Spontaneous M6 protein size mutants of group A streptococci display variation in antigenic and opsonogenic epitopes

Abstract

Deletions of highly, but not entirely, homologous intragenic sequence repeats result in amino acid sequence and conformational changes in the M proteins of spontaneous M protein-size variants of group A streptococci. To determine if antigenic changes occurred as a result of these deletion mutations, monoclonal and polyclonal antibodies with defined epitopes were used in competition assays. Competing antigens were either purified pepsin-derived fragments (representing the amino-terminal half of the molecule) of parent and mutant M proteins or were intact bacterial cells. These assays showed that antigenic variation occurred at the site(s) of these deletions but not at adjacent or distant epitopes.
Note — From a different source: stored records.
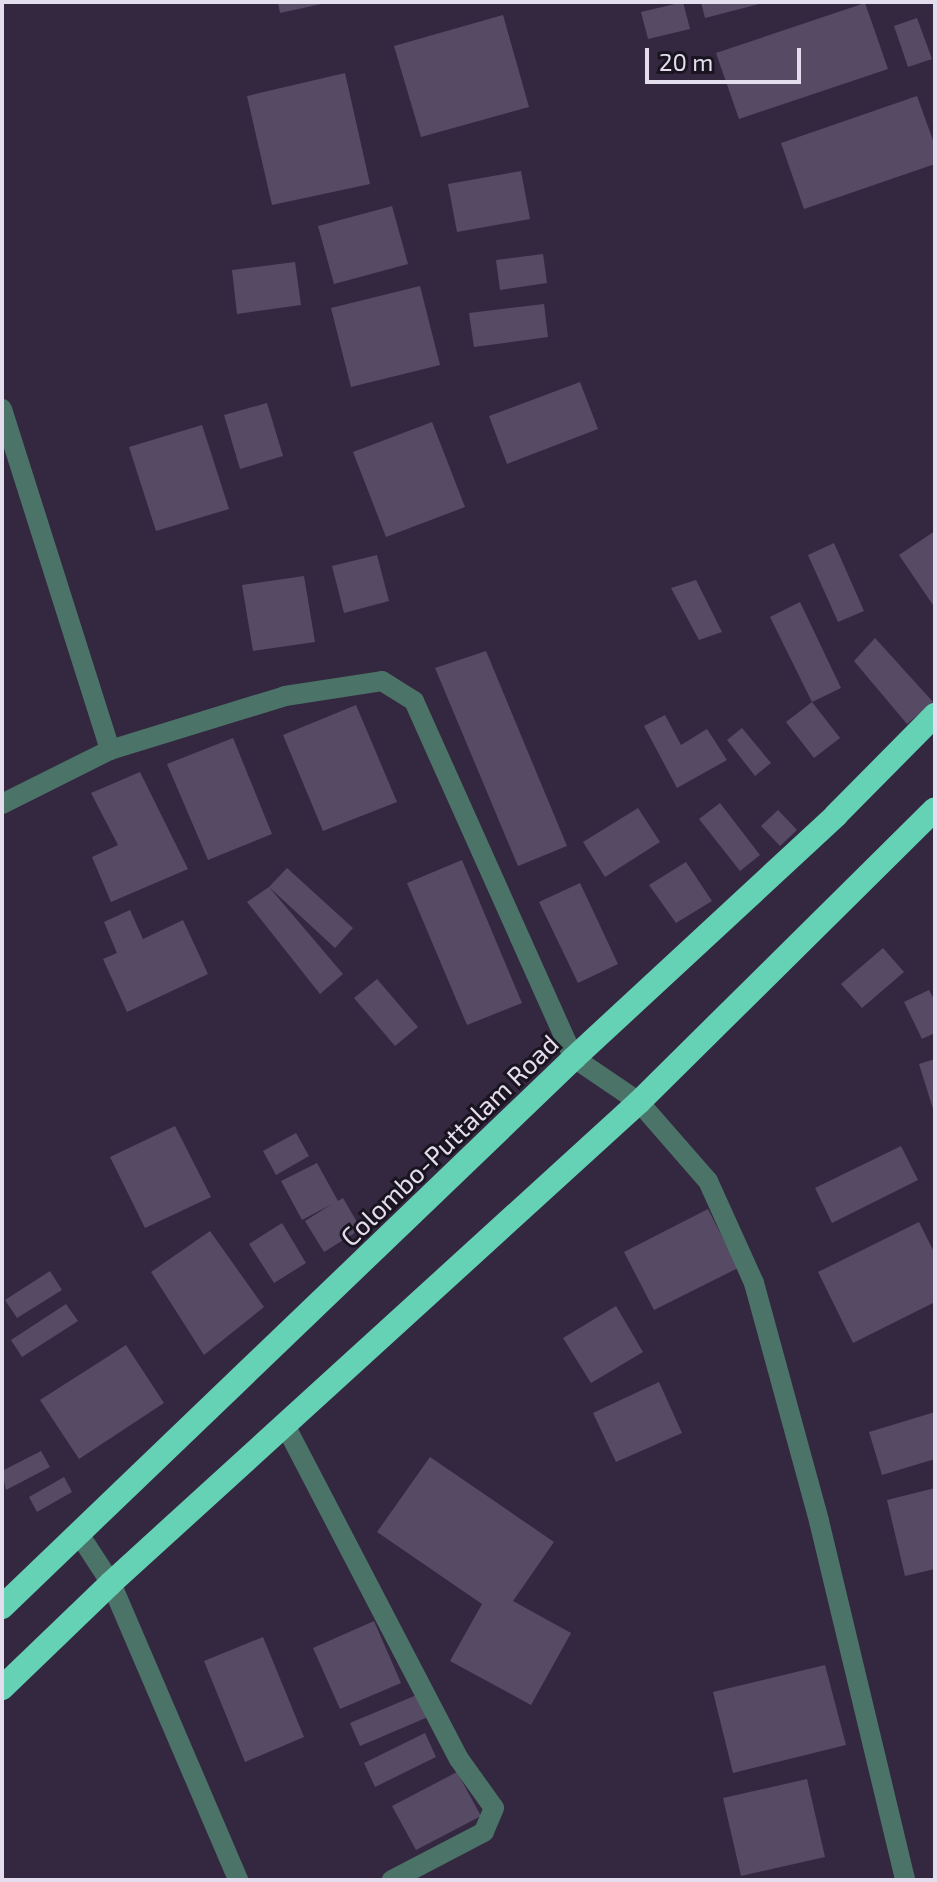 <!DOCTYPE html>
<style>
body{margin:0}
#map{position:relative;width:937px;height:1882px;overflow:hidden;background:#342841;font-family:"Exo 2",sans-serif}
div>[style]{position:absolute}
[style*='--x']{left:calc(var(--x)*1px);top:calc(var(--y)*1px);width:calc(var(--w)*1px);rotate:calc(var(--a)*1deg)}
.building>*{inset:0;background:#564a65}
.street>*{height:20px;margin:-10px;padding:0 10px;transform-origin:10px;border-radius:10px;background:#4b7367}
.highway>*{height:24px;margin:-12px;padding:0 12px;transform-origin:12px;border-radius:12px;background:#65d2b5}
span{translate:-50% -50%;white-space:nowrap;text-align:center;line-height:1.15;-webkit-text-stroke:6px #19141f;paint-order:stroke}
.street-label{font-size:26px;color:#e4ddee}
.frame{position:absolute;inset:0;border:4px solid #e4ddee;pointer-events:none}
.scale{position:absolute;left:645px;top:48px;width:156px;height:36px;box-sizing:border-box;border:4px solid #e4ddee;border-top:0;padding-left:10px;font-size:24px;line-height:28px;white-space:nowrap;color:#e4ddee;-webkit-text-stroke:6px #19141f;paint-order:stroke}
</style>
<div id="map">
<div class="building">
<div style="clip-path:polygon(278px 2px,325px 2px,326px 3px,280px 13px)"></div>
<div style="clip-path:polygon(683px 2px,690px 29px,648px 39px,641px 12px)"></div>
<div style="clip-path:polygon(701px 2px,762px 2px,763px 3px,705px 18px)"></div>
<div style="clip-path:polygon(865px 3px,888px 69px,739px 119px,716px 53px)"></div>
<div style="clip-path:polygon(503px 15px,529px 107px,421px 137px,394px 46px)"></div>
<div style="clip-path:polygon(917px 18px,932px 59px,908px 67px,894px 26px)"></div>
<div style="clip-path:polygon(345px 73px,370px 184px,272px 205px,247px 96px)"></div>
<div style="clip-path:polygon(917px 96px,935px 146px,935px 164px,804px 209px,781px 143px)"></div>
<div style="clip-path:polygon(521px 171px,530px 219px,457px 232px,448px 184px)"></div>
<div style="clip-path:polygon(392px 206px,408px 264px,334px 284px,318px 226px)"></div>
<div style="clip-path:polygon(543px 254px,547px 283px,500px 290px,496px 260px)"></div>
<div style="clip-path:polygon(295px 262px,301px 305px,237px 314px,232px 270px)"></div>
<div style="clip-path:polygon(420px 286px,440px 365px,351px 387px,331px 308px)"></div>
<div style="clip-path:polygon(544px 304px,548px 337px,474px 347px,469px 313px)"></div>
<div style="clip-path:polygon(580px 382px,598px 429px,507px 464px,489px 416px)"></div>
<div style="clip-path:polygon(267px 403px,283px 456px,240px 469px,224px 415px)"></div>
<div style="clip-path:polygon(432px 422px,465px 507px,386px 537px,353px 452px)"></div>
<div style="clip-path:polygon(202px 425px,229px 509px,156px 531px,129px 447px)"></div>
<div style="clip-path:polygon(935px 531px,935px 608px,899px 555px)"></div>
<div style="clip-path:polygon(834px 543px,864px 611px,838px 622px,808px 555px)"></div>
<div style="clip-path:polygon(377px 555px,389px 601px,344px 613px,332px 566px)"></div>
<div style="clip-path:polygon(304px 576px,315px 642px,253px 651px,242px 585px)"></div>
<div style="clip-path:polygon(696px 580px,722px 632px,699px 640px,671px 588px)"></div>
<div style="clip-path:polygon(800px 602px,841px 688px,812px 702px,770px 617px)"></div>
<div style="clip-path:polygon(875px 638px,933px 702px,907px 724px,854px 661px)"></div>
<div style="clip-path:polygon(486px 651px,567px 846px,518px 866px,435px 668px)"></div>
<div style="clip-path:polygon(812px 702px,840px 738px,814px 758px,786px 722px)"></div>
<div style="clip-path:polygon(356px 705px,397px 802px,323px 831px,283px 735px)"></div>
<div style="clip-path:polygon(665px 715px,681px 745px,707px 729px,727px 760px,677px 788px,644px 726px)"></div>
<div style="clip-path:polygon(742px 728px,771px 763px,755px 776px,727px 740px)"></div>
<div style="clip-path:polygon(233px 738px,272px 834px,208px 860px,167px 764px)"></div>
<div style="clip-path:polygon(140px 772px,188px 869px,111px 902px,92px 857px,118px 845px,91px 793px)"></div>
<div style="clip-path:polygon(720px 803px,760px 855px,740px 871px,699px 819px)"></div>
<div style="clip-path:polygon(638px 808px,660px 842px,605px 877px,583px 842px)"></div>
<div style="clip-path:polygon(778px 810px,797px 830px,780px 846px,761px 826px)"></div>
<div style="clip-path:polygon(462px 860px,522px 1003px,467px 1025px,407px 883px)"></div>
<div style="clip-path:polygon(686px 862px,712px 901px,676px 923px,649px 885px)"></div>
<div style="clip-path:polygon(287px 868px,353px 928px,335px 948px,269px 887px,343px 974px,320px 994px,247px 902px,269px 887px)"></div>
<div style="clip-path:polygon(580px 883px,618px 964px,578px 983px,539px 902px)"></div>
<div style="clip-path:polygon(130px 910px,143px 939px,183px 920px,208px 974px,127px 1012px,103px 959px,117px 953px,104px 922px)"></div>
<div style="clip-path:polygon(883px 948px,904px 972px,862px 1008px,841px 984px)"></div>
<div style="clip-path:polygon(377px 979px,418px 1027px,395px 1046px,354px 998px)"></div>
<div style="clip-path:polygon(929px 990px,935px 1001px,935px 1033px,922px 1039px,904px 1002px)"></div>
<div style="clip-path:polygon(935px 1059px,935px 1112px,934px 1112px,919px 1064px)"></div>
<div style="clip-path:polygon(175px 1126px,211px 1197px,145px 1228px,110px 1157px)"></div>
<div style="clip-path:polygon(296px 1133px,309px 1156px,276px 1175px,263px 1151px)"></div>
<div style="clip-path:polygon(901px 1146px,918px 1180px,832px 1223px,815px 1188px)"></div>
<div style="clip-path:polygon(317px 1163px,338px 1201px,343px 1198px,361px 1229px,324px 1252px,305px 1221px,332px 1204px,302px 1220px,281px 1181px)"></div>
<div style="clip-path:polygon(708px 1209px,738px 1268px,654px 1310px,624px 1252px)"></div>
<div style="clip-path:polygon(919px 1222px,935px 1254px,935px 1302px,853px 1343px,818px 1272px)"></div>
<div style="clip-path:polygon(282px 1223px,306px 1263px,274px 1283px,249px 1244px)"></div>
<div style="clip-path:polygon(210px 1231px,264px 1307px,204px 1355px,151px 1272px)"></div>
<div style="clip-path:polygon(50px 1271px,62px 1290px,17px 1318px,5px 1300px)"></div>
<div style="clip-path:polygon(66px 1304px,78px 1321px,22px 1357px,11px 1340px)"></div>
<div style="clip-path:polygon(616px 1306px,643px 1352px,591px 1383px,563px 1338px)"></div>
<div style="clip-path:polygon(126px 1345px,164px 1403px,79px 1459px,40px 1400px)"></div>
<div style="clip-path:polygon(659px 1382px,682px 1433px,616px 1462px,593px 1413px)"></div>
<div style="clip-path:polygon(935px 1412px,935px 1459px,882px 1475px,869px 1432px)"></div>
<div style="clip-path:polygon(41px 1451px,50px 1467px,6px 1490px,2px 1471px)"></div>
<div style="clip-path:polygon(430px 1457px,554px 1542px,513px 1601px,571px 1633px,531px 1705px,450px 1661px,482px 1604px,377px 1532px)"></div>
<div style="clip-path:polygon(64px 1477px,72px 1492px,37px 1512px,29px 1497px)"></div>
<div style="clip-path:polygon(935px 1488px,935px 1569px,905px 1576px,887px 1500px)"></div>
<div style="clip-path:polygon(374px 1621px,401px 1683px,340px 1709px,313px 1648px)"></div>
<div style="clip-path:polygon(263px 1637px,304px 1737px,245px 1762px,204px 1661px)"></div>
<div style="clip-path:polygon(825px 1665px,846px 1745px,733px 1773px,713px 1692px)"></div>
<div style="clip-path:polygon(419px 1694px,428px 1717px,360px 1746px,350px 1723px)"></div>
<div style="clip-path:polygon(425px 1733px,436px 1757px,375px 1787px,364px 1763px)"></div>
<div style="clip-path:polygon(457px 1772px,481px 1816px,416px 1850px,392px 1806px)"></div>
<div style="clip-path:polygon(807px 1779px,825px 1857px,741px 1876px,723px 1798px)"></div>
</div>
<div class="street">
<div style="--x:2;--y:409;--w:358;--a:72.4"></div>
<div style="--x:2;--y:804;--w:121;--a:-26.6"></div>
<div style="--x:110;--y:750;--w:183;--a:-17.1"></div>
<div style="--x:285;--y:696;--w:98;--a:-8.8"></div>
<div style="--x:382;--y:681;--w:38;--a:32"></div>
<div style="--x:414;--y:701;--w:391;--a:65.9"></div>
<div style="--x:574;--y:1058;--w:78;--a:34.1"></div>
<div style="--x:639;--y:1102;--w:105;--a:48.9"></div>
<div style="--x:708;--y:1181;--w:112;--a:65.7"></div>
<div style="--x:754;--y:1283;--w:247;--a:74.7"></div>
<div style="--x:819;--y:1521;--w:369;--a:76.5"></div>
<div style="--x:285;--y:1425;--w:377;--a:62.5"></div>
<div style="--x:459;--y:1759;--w:60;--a:54.5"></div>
<div style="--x:494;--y:1808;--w:26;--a:113"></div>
<div style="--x:484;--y:1832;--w:104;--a:152.4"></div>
<div style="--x:79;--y:1534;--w:59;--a:56.9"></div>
<div style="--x:111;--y:1583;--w:323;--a:66.8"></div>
</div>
<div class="highway">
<div style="--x:2;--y:1607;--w:793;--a:-43.82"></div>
<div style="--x:574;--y:1058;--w:357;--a:-42.8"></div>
<div style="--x:836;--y:815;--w:141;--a:-45.3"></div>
<div style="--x:2;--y:1688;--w:151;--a:-43.9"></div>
<div style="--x:111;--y:1583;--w:714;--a:-42.33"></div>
<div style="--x:639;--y:1102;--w:416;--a:-44.7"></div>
</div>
<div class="street-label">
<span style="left:449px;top:1140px;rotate:-44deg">Colombo-Puttalam Road</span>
</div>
<div class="frame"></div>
<div class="scale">20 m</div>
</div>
Once cleaved from the bacterium by pepsin, the M molecules also underwent conformational changes, which were reflected in their ability to compete. A monoclonal antibody opsonic for M6 streptococci lost its ability to completely opsonize one of the size mutants in this study. Therefore, spontaneous intragenic events between repeats within emm-6, the structural gene for the M6 protein, do result in structural variations within the mutant M molecules. This variation alters the ability of certain antibodies, originally produced in response to sequences in the parental M molecule, to bind to the mutant M molecules or opsonize the mutant organisms. Group A streptococci have evolved a mechanism for generating antigenic diversity that differs from currently known mechanisms in other bacterial species.